• [Directions for this task]: Your answer must be a single number: how many lines in the records include the word "llegar".

• [Stored records]:
........

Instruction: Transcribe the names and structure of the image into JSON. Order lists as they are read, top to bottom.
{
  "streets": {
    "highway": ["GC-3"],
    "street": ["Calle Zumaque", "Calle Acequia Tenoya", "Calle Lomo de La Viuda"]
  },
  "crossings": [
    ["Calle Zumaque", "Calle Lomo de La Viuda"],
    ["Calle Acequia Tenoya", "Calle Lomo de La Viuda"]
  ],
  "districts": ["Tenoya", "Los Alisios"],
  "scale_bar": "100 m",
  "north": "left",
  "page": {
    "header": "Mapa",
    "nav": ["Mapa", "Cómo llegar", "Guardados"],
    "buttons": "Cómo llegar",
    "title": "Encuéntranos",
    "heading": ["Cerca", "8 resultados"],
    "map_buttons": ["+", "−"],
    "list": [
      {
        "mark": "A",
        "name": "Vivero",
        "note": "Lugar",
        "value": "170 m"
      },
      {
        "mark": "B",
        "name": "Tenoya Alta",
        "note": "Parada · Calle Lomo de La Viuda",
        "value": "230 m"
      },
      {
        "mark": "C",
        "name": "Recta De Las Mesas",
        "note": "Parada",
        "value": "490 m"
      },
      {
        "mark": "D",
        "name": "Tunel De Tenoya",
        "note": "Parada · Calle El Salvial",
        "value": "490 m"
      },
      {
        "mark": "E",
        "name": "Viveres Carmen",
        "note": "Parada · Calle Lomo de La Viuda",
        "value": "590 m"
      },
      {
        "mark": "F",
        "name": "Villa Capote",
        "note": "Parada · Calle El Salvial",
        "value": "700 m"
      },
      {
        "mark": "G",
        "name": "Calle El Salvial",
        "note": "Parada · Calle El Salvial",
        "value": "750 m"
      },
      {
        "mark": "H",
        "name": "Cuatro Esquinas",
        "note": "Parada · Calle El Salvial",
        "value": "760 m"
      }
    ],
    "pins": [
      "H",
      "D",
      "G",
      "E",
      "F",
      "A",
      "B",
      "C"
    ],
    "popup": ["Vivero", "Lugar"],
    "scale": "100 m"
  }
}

........

• [Problem solution]: 2